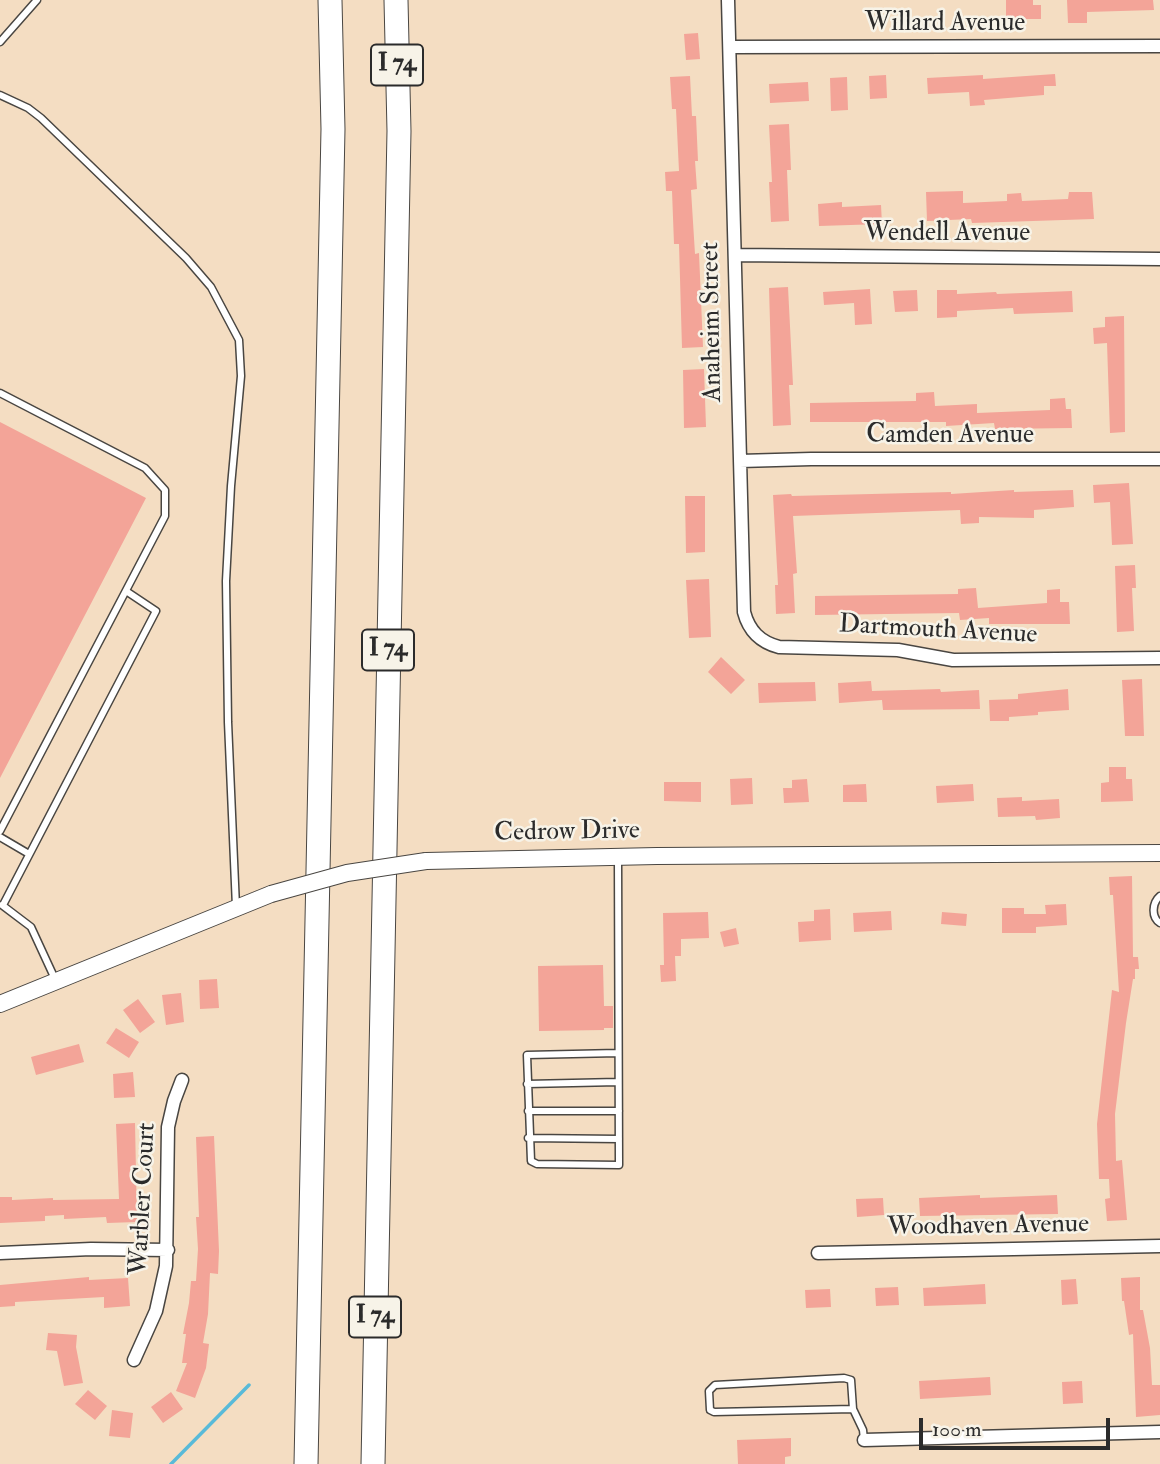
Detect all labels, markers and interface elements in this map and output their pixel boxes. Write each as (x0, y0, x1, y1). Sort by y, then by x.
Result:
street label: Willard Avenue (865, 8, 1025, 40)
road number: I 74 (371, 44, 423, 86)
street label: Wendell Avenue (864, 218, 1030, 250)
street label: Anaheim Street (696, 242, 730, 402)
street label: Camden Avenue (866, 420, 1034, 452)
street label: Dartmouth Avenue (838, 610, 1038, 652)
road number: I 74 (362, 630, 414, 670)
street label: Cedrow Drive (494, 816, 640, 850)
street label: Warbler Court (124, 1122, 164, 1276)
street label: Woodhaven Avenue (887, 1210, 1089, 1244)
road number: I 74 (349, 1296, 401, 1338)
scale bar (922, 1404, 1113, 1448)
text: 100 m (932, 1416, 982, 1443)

# # # #

Work item — A verbatim copy of the listing is required, with all pictures left out.

Answer box —
Detect all labels, markers and interface elements in this map and output their pixel boxes. Write each as (x0, y0, x1, y1). Sort by y, then by x.
Result:
street label: Willard Avenue (865, 8, 1025, 40)
road number: I 74 (371, 44, 423, 86)
street label: Wendell Avenue (864, 218, 1030, 250)
street label: Anaheim Street (696, 242, 730, 402)
street label: Camden Avenue (866, 420, 1034, 452)
street label: Dartmouth Avenue (838, 610, 1038, 652)
road number: I 74 (362, 630, 414, 670)
street label: Cedrow Drive (494, 816, 640, 850)
street label: Warbler Court (124, 1122, 164, 1276)
street label: Woodhaven Avenue (887, 1210, 1089, 1244)
road number: I 74 (349, 1296, 401, 1338)
scale bar (922, 1404, 1113, 1448)
text: 100 m (932, 1416, 982, 1443)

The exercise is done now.